- Asian Pacific Group on crucial monitoring visit
While the awkward timing of the Financial Action Task Force-affiliated Asian Pacific Group’s official week long trip commencing Monday can be called into question, coming bang in the midst of a change of administrations, the importance of this first interaction since the country’s grey listing in June can hardly be underestimated or taken lightly as its embraces matters of grave national and economic interest, indeed peril. Pakistan had agreed to implement the 26-point FATF agenda and plug existing alleged loopholes in money laundering and terror financing, spread over fifteen months, to the global watchdog’s satisfaction, and thus avoid possible relegation to the dreaded blacklist of ‘non-cooperating countries or territories’, a high-risk label, attended by stringent sanctions and restrictions on external transactions to protect the international financial system. A perpetual state of denial, delays, passing the buck and lame excuses will not suffice any longer, firstly because of the country’s precarious economic plight, worsening by the day, which is compounded by the parallel friction with the US on Afghanistan and CPEC, and the latter’s pressure exerted on IMF not to let Pakistan off the hook this time.

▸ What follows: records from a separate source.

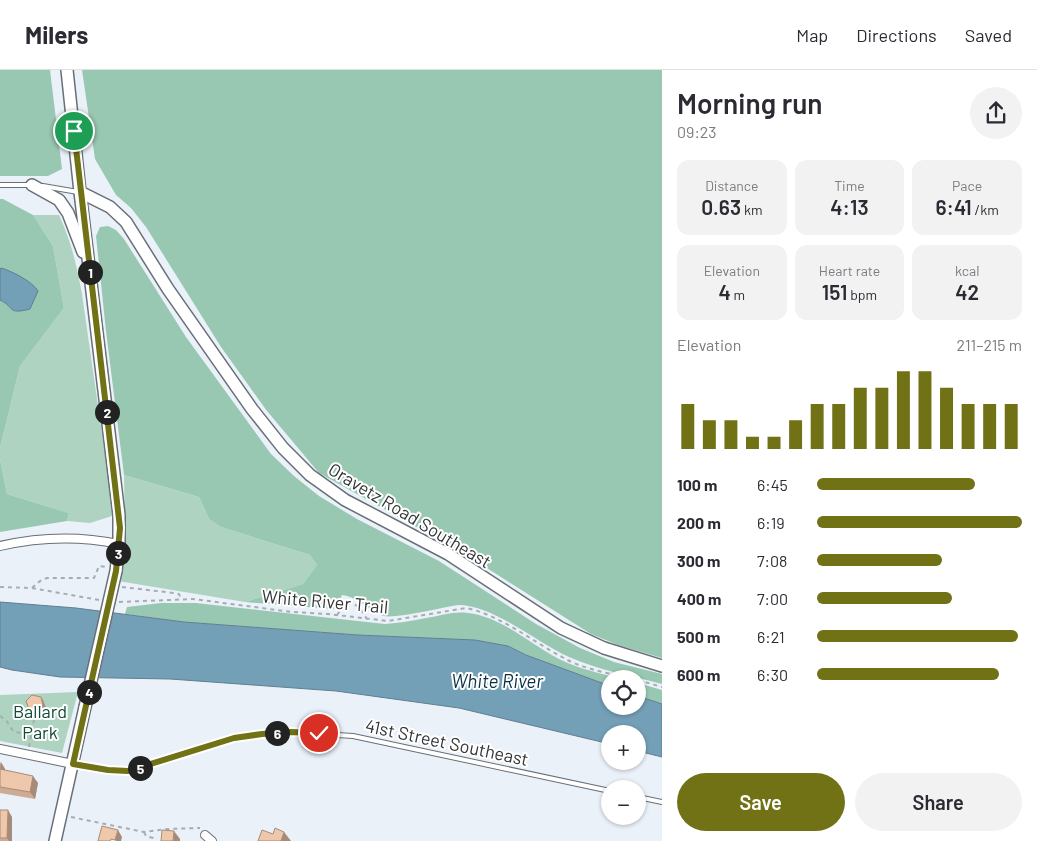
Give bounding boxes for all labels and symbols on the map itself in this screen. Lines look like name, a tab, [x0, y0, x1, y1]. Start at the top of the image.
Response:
pin	[53, 110, 95, 152]
pin: 1	[78, 260, 102, 284]
pin: 2	[94, 400, 120, 424]
street label: Oravetz Road Southeast	[325, 458, 495, 572]
pin: 3	[106, 540, 130, 566]
street label: White River Trail	[261, 585, 389, 617]
water label: White River	[451, 669, 544, 692]
pin: 4	[76, 680, 102, 704]
park label: Ballard Park	[13, 700, 67, 743]
pin	[298, 712, 340, 754]
street label: 41st Street Southeast	[363, 714, 531, 770]
pin: 6	[264, 720, 290, 746]
pin: 5	[128, 756, 152, 780]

The first step away from perdition rests in the credence of ‘National Risk Assessment Report’ to be submitted to the APG, based hopefully on coordinated, authentic and serious input by the concerned federal and provincial agencies, notably the ministries of Interior and Finance, National Counter-Terrorism Authority, Federal Investigation Agency, Federal Board of Revenue, Security and Exchange Commission of Pakistan, National Task Force on Combating Financial Terrorism and the National Security Committee. There is no time to lose to remove the dangling grey list sword as Pakistan’s current account deficit has swelled to $17.99 billion in 2017-18, trade deficit in July 2018 alone stood at $3.19 billion (exports $1.646 billion, imports 4.838 billion), the 18 percent depreciation in rupee so far proving ineffectual in export growth, and the latest Amnesty Scheme also failing to deliver meaningfully. All Chinese and Saudi bailout packages and goodwill will not work in the long run unless the incoming government helps itself by cracking down hard on money launderers and purveyors of terrorism, whether belonging to the elite or to UNSC designated militants.